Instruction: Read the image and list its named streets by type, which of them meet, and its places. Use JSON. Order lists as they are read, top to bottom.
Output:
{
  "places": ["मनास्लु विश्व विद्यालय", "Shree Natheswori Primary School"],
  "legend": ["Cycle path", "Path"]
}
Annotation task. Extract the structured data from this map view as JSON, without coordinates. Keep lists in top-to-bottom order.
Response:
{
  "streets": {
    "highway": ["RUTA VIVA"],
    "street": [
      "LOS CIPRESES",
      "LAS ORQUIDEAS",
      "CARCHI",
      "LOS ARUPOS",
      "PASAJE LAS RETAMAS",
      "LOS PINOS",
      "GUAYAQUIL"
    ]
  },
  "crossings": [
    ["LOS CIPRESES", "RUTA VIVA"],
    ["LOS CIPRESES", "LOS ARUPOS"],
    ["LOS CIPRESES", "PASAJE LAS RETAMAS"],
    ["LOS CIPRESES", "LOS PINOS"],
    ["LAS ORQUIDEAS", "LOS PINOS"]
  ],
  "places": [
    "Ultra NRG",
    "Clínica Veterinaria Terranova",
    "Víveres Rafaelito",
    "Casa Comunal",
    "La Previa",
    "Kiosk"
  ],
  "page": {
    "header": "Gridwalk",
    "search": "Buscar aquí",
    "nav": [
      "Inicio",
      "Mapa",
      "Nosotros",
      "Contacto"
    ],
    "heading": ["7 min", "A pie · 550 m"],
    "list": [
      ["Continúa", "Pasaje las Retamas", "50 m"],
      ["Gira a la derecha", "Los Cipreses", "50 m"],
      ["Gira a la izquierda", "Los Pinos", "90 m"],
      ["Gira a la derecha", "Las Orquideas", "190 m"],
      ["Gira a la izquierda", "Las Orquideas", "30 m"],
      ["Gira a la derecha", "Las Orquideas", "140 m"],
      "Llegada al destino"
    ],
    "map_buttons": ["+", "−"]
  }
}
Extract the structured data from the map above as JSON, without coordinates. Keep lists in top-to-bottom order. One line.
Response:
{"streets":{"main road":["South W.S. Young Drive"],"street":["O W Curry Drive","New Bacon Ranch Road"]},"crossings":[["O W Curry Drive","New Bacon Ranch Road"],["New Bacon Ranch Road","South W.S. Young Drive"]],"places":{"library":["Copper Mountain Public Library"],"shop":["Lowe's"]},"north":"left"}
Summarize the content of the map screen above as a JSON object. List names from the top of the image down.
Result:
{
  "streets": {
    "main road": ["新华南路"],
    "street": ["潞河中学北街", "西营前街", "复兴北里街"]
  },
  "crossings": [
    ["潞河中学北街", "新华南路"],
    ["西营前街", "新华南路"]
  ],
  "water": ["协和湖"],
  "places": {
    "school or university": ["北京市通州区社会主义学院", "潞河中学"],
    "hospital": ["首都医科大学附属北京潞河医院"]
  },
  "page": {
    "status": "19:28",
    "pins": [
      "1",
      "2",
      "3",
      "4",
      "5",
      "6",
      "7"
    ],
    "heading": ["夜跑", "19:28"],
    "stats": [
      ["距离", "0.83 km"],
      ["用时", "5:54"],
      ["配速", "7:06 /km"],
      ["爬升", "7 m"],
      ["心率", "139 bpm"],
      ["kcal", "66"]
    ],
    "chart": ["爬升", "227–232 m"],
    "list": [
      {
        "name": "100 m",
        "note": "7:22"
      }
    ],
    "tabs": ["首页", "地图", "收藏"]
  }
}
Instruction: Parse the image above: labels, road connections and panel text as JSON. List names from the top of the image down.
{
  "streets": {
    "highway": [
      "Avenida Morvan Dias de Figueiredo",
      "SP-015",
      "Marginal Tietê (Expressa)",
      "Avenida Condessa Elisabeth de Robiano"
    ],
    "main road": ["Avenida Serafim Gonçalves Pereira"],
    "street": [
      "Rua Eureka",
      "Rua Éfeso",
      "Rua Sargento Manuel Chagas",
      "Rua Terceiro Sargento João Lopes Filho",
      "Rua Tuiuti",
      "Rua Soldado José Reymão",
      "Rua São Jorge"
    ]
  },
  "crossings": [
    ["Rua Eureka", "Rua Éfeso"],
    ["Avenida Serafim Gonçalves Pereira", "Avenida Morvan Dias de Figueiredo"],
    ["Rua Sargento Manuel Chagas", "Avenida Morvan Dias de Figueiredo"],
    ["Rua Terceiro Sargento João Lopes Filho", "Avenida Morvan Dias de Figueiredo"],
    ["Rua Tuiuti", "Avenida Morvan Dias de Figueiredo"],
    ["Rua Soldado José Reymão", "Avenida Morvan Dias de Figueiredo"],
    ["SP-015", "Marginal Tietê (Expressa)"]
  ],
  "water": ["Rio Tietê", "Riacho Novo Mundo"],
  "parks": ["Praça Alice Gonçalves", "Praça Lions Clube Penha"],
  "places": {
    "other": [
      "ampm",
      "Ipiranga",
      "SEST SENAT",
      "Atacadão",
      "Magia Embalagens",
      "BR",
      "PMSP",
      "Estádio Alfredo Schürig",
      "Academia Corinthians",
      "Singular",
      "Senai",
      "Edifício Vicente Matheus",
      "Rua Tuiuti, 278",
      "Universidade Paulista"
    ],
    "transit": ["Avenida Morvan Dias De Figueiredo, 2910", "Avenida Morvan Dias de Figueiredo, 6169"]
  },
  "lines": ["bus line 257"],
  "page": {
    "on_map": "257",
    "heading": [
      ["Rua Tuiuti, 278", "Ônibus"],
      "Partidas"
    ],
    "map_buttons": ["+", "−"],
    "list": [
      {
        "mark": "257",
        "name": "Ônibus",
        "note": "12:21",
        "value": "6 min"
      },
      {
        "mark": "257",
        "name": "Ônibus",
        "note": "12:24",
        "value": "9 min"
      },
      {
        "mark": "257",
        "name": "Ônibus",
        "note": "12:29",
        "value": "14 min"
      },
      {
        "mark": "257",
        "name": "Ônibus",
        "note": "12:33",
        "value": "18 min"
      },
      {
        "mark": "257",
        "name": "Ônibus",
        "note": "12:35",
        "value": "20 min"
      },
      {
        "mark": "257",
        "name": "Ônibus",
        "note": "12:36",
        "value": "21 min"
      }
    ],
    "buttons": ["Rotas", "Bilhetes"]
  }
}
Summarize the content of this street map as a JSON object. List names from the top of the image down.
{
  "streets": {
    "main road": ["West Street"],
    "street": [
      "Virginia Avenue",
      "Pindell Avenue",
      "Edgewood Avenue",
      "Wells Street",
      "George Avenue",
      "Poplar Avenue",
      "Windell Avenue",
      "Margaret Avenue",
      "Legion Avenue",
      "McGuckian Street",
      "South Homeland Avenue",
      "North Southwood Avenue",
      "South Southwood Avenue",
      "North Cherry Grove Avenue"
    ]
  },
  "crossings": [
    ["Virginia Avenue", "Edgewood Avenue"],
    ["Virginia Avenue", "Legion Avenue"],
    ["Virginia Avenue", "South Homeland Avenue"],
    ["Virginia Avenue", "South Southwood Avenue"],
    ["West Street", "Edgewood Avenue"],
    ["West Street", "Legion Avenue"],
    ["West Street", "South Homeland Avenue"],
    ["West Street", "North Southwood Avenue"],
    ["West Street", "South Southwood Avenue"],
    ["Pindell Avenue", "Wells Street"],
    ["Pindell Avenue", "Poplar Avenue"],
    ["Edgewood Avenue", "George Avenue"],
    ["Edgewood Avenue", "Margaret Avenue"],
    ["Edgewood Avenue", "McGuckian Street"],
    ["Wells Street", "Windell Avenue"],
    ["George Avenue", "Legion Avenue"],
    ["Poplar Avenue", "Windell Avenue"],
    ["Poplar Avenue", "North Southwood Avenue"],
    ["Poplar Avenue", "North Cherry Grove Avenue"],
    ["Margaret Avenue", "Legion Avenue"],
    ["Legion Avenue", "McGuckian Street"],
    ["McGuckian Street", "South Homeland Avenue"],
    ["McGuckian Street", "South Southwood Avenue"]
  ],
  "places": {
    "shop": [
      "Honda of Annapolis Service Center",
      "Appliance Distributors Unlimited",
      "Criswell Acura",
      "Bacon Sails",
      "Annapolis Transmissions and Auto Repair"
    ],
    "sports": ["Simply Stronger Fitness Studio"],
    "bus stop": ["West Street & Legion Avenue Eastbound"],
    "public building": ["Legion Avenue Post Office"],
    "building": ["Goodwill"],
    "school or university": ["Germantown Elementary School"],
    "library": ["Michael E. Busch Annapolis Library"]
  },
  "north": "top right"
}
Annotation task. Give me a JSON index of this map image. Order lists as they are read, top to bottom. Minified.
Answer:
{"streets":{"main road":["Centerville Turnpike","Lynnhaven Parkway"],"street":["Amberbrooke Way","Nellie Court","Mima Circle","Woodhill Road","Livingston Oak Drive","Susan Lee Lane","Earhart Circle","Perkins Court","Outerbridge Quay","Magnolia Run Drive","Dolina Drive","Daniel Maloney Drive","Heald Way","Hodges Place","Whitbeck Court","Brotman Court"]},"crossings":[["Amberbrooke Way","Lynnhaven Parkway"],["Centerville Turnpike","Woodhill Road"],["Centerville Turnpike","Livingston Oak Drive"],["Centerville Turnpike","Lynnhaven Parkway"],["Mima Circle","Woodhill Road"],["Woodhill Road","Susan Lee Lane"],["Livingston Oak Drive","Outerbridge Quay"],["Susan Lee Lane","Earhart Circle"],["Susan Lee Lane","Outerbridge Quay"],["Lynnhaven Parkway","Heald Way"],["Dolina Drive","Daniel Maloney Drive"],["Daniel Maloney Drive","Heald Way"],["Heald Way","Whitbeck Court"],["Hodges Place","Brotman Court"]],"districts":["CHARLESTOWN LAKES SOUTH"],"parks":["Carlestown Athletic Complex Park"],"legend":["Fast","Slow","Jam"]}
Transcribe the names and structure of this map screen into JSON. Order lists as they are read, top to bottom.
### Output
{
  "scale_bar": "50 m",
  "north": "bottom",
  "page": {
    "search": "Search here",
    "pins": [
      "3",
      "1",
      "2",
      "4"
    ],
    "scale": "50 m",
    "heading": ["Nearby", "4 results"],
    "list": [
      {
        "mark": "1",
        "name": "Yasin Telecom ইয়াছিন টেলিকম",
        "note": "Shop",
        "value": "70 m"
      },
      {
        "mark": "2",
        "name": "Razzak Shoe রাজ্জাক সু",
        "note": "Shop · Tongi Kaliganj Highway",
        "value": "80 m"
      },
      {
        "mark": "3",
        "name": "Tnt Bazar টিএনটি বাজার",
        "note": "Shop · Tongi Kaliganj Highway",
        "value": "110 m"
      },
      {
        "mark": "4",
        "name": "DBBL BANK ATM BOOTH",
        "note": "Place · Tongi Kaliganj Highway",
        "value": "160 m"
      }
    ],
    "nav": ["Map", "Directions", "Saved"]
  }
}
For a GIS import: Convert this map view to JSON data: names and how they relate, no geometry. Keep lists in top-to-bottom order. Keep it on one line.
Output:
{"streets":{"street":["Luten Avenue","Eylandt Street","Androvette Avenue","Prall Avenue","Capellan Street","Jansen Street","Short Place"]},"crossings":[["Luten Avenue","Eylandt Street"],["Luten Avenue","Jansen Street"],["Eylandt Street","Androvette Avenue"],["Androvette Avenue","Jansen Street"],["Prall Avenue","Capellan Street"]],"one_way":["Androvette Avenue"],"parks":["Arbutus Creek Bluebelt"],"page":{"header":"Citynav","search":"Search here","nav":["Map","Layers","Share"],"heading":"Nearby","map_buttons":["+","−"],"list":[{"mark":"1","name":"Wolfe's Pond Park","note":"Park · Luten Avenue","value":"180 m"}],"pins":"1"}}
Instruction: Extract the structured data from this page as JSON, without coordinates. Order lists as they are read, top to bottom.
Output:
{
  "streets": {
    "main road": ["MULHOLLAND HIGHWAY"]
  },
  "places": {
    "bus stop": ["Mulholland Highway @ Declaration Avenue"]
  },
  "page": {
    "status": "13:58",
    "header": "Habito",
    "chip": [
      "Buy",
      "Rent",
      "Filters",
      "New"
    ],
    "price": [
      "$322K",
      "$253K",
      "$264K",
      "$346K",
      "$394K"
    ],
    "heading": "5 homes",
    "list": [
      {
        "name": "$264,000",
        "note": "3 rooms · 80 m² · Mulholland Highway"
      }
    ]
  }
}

* * * * *

_Instructions for the task_
Your answer must be the data above, copied exactly from its first line through the line containing "Extract the structured data from the", and nothing more.

_Solved problem_
Instruction: Read the image and list its named streets by type, which of them meet, and its places. Use JSON. Order lists as they are read, top to bottom.
Output:
{
  "places": ["मनास्लु विश्व विद्यालय", "Shree Natheswori Primary School"],
  "legend": ["Cycle path", "Path"]
}
Annotation task. Extract the structured data from this map view as JSON, without coordinates. Keep lists in top-to-bottom order.
Response:
{
  "streets": {
    "highway": ["RUTA VIVA"],
    "street": [
      "LOS CIPRESES",
      "LAS ORQUIDEAS",
      "CARCHI",
      "LOS ARUPOS",
      "PASAJE LAS RETAMAS",
      "LOS PINOS",
      "GUAYAQUIL"
    ]
  },
  "crossings": [
    ["LOS CIPRESES", "RUTA VIVA"],
    ["LOS CIPRESES", "LOS ARUPOS"],
    ["LOS CIPRESES", "PASAJE LAS RETAMAS"],
    ["LOS CIPRESES", "LOS PINOS"],
    ["LAS ORQUIDEAS", "LOS PINOS"]
  ],
  "places": [
    "Ultra NRG",
    "Clínica Veterinaria Terranova",
    "Víveres Rafaelito",
    "Casa Comunal",
    "La Previa",
    "Kiosk"
  ],
  "page": {
    "header": "Gridwalk",
    "search": "Buscar aquí",
    "nav": [
      "Inicio",
      "Mapa",
      "Nosotros",
      "Contacto"
    ],
    "heading": ["7 min", "A pie · 550 m"],
    "list": [
      ["Continúa", "Pasaje las Retamas", "50 m"],
      ["Gira a la derecha", "Los Cipreses", "50 m"],
      ["Gira a la izquierda", "Los Pinos", "90 m"],
      ["Gira a la derecha", "Las Orquideas", "190 m"],
      ["Gira a la izquierda", "Las Orquideas", "30 m"],
      ["Gira a la derecha", "Las Orquideas", "140 m"],
      "Llegada al destino"
    ],
    "map_buttons": ["+", "−"]
  }
}
Extract the structured data from the map above as JSON, without coordinates. Keep lists in top-to-bottom order. One line.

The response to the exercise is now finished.